WORK TO BE COMPLETED -> Begin at the top of the entries below and write out every line through the one containing "width:45px; height:45px; display:grid;", excluding pictures.

DATA PROVIDED ->
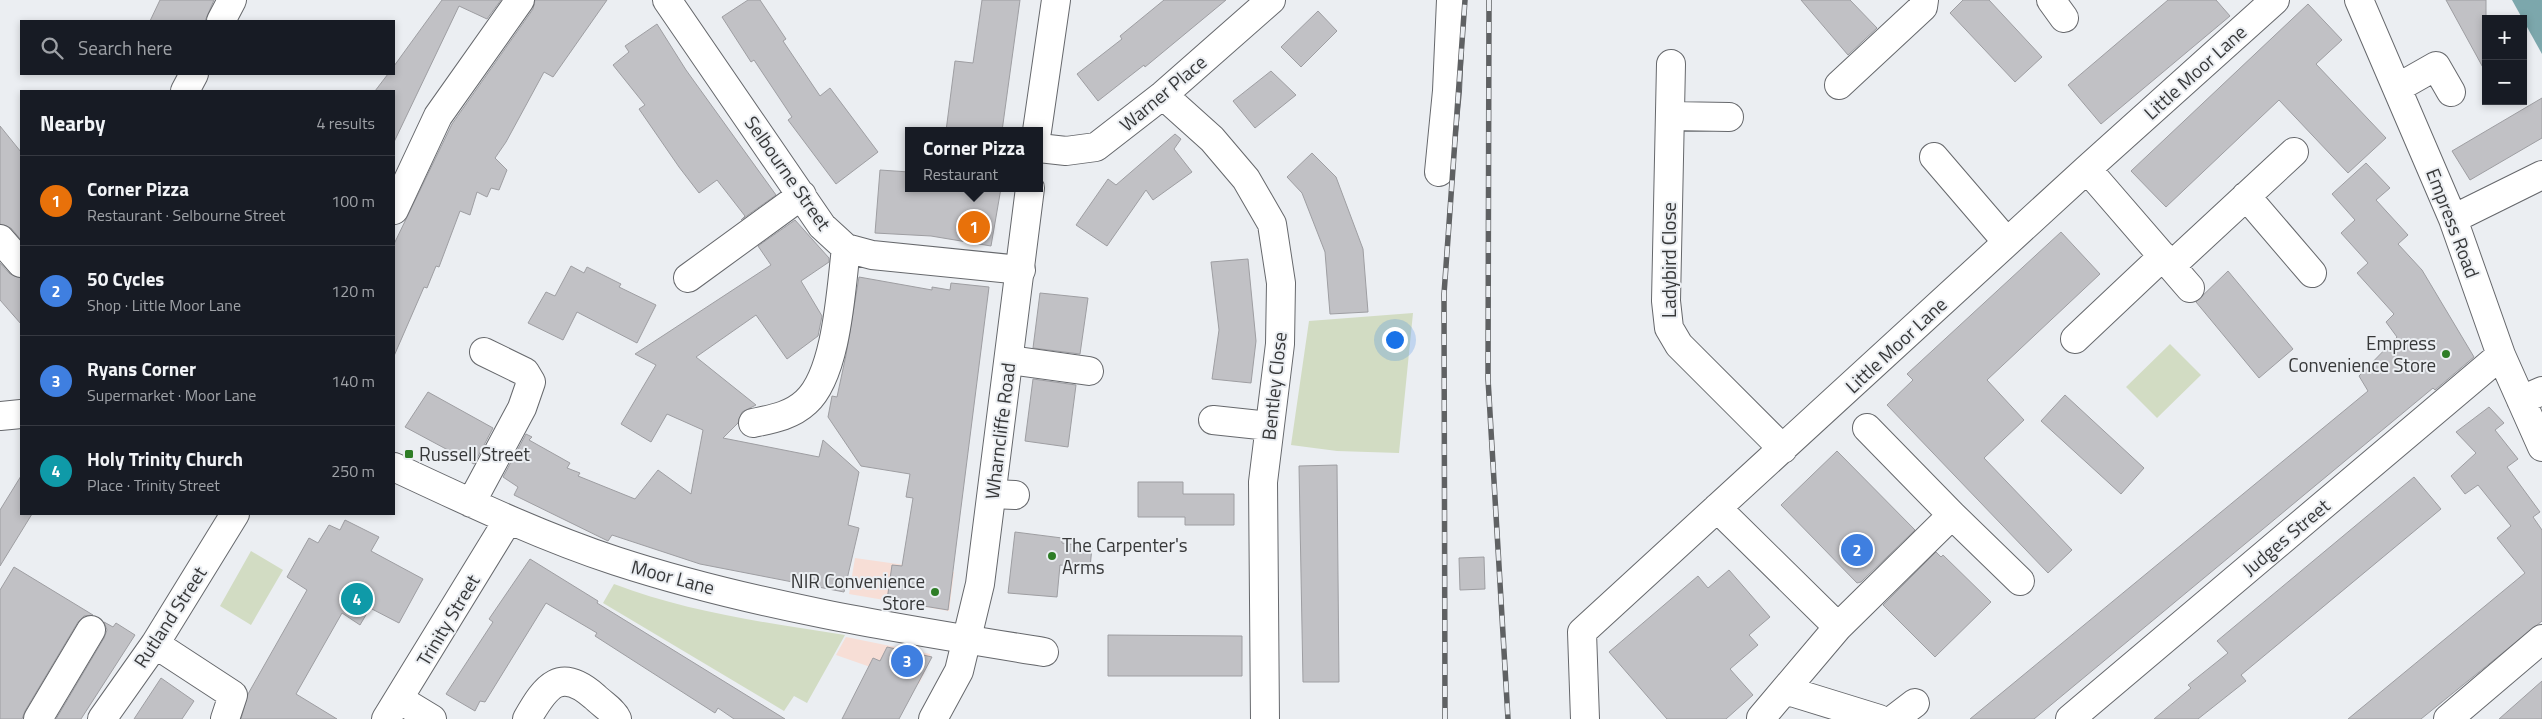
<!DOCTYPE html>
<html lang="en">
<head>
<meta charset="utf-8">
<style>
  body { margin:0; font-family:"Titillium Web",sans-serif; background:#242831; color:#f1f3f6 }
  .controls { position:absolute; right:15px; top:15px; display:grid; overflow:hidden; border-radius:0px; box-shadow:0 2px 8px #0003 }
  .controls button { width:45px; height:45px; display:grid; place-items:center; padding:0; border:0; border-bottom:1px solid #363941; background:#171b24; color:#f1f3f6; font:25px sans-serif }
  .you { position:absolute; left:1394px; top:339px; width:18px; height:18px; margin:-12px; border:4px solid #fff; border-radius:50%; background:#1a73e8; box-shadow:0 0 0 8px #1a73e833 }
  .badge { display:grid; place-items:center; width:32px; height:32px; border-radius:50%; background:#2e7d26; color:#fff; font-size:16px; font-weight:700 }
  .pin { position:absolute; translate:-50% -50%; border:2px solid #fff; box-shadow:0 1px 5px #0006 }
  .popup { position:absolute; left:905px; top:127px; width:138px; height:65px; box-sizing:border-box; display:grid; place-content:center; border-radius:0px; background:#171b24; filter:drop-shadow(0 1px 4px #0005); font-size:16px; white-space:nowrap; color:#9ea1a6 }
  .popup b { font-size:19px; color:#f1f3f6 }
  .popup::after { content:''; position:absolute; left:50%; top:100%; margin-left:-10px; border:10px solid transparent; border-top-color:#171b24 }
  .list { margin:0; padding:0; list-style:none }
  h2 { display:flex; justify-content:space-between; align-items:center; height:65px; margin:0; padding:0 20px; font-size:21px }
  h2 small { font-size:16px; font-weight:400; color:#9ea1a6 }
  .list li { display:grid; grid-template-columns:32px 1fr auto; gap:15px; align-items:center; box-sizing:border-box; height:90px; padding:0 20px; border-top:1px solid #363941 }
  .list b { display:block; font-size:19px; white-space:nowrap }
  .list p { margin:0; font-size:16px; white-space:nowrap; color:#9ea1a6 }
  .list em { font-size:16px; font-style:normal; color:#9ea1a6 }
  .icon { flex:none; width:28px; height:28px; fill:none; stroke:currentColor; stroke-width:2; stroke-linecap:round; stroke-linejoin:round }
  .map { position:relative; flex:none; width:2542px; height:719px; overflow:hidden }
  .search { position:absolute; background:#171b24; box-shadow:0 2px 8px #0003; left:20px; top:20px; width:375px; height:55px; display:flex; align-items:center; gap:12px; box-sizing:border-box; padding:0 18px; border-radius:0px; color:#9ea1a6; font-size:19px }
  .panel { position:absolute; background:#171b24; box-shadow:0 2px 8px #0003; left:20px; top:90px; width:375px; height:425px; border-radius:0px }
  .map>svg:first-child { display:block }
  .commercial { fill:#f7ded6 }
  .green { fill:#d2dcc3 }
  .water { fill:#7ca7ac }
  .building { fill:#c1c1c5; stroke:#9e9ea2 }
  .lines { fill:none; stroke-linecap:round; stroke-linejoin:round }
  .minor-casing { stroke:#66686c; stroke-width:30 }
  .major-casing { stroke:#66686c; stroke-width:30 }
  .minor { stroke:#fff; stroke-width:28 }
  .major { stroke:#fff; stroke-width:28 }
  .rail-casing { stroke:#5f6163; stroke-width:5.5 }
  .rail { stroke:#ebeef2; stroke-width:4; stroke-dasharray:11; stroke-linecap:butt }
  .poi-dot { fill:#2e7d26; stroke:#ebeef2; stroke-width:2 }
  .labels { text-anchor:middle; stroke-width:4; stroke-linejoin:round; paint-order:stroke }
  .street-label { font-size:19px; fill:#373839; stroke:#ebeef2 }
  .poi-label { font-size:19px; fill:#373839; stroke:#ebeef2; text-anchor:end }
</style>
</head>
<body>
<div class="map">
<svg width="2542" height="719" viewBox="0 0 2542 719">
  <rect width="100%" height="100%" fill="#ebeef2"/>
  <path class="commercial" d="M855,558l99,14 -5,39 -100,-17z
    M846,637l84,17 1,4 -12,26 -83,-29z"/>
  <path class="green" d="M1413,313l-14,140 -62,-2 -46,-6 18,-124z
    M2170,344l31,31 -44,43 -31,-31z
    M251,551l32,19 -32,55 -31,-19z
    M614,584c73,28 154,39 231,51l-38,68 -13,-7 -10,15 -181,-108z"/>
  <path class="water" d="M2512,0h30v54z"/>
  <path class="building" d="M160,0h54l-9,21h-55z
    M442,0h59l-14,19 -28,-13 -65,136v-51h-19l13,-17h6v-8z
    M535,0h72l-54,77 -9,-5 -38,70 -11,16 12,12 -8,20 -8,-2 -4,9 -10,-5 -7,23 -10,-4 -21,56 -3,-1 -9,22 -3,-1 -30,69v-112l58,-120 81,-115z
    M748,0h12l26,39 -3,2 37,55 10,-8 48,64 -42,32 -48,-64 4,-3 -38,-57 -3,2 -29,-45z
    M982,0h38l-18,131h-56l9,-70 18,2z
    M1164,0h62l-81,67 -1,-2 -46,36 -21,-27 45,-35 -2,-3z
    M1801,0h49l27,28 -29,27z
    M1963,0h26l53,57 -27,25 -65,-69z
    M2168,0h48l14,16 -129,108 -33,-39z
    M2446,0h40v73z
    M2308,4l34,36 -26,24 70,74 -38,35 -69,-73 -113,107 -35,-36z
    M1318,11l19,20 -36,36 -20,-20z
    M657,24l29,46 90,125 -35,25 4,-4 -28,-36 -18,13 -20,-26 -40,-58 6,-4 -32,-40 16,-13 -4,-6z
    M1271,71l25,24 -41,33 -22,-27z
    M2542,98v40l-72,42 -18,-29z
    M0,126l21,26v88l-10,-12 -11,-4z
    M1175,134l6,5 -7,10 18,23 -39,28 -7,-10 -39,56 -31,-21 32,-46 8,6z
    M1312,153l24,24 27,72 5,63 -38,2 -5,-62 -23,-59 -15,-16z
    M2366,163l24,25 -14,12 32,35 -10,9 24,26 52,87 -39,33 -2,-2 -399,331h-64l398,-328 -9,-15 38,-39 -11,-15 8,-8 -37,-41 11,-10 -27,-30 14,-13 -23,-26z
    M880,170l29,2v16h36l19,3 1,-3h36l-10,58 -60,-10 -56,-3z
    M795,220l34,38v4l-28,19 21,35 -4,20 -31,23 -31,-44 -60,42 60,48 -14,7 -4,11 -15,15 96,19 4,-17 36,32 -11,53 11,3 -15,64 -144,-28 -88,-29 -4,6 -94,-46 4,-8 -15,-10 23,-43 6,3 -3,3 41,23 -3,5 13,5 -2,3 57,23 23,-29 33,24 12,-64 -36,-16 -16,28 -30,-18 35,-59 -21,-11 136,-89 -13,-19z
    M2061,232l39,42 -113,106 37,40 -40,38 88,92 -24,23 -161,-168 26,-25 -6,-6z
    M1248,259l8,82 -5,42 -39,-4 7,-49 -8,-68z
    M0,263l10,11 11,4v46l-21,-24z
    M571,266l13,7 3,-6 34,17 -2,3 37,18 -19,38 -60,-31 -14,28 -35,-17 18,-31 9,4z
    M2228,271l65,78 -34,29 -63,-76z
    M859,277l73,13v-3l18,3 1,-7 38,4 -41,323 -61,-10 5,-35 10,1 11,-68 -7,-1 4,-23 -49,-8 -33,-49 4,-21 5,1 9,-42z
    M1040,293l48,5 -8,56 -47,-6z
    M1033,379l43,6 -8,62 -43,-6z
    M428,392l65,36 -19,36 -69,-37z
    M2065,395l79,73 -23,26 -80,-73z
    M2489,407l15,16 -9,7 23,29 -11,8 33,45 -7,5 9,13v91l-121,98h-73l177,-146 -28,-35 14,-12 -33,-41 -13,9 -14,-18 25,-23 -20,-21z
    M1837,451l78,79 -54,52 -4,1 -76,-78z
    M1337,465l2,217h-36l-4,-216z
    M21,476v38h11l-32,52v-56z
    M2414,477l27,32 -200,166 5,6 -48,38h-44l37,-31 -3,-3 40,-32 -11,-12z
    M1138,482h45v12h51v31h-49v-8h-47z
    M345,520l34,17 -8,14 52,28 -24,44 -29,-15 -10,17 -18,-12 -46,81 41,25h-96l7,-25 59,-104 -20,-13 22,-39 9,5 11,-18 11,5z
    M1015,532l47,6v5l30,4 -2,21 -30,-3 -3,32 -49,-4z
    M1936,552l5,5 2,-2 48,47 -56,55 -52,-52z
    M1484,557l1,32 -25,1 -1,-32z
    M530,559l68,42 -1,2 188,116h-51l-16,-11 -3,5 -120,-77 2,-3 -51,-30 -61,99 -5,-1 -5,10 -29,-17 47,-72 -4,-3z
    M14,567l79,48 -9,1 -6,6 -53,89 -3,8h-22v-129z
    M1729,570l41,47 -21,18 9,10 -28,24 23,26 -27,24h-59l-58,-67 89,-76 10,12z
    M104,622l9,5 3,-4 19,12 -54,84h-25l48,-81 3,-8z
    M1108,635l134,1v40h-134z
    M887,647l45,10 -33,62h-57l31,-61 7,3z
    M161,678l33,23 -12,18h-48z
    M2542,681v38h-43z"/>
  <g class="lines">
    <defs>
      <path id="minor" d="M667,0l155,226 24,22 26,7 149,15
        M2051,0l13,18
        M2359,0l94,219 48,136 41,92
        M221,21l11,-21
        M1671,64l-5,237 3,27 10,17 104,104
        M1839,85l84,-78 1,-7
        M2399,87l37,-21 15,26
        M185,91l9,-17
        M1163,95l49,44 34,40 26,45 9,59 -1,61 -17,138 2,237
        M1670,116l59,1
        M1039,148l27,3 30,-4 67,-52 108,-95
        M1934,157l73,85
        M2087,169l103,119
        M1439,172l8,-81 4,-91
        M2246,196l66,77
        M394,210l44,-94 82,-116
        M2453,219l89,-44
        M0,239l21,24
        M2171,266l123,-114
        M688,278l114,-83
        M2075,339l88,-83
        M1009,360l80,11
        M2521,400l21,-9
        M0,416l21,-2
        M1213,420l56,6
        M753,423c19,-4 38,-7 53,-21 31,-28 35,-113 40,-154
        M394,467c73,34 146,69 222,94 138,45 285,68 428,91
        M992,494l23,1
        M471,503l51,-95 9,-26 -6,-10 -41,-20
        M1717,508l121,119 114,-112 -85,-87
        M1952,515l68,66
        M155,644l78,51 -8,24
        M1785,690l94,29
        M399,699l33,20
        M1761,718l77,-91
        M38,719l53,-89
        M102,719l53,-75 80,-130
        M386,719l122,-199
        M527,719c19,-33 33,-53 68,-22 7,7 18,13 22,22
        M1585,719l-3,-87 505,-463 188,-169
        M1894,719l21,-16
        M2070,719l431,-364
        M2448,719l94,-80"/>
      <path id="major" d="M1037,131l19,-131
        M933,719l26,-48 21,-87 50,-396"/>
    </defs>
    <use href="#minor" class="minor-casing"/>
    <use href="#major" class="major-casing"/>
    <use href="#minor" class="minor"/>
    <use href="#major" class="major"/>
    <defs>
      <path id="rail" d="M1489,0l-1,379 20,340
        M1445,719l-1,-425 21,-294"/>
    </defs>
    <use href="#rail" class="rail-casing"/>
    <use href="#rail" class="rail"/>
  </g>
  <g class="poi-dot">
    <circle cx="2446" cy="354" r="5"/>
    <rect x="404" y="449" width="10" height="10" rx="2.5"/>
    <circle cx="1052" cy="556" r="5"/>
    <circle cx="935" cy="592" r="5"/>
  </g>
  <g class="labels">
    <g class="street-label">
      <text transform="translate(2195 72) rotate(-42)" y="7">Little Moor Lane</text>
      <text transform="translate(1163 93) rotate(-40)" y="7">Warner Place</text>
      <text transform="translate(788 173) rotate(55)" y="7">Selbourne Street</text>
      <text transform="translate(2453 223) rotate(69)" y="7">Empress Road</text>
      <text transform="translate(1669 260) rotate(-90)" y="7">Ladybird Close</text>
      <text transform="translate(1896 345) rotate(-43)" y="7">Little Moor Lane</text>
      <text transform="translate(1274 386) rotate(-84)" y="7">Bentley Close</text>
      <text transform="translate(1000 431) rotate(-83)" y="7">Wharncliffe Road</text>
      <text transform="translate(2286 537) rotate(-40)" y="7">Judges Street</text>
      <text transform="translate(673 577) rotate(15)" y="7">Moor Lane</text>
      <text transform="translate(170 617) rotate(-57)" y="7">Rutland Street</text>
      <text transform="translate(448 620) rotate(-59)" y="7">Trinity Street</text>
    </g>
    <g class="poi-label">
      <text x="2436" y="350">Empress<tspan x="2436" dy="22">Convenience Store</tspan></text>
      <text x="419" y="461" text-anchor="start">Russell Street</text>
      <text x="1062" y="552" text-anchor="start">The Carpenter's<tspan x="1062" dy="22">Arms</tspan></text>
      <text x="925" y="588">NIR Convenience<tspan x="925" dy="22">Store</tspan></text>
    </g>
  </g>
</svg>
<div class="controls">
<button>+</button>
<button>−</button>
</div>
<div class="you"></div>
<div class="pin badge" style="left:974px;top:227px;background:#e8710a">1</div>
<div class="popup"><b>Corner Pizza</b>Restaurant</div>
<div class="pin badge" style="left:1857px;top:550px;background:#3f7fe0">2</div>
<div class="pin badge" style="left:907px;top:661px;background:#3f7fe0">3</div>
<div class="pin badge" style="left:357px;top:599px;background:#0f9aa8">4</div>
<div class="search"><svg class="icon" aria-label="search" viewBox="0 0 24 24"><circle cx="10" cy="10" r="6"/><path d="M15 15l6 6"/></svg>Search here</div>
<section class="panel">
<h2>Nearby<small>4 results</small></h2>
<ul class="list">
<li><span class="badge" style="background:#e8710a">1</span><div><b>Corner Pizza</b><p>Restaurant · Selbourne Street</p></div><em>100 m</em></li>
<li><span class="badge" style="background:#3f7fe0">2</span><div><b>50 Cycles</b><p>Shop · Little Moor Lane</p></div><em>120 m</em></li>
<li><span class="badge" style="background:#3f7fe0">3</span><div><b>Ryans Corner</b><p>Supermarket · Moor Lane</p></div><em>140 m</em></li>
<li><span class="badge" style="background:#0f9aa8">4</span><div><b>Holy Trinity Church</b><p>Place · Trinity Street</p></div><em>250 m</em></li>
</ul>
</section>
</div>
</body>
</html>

THE ANSWER ->
<!DOCTYPE html>
<html lang="en">
<head>
<meta charset="utf-8">
<style>
  body { margin:0; font-family:"Titillium Web",sans-serif; background:#242831; color:#f1f3f6 }
  .controls { position:absolute; right:15px; top:15px; display:grid; overflow:hidden; border-radius:0px; box-shadow:0 2px 8px #0003 }
  .controls button { width:45px; height:45px; display:grid; place-items:center; padding:0; border:0; border-bottom:1px solid #363941; background:#171b24; color:#f1f3f6; font:25px sans-serif }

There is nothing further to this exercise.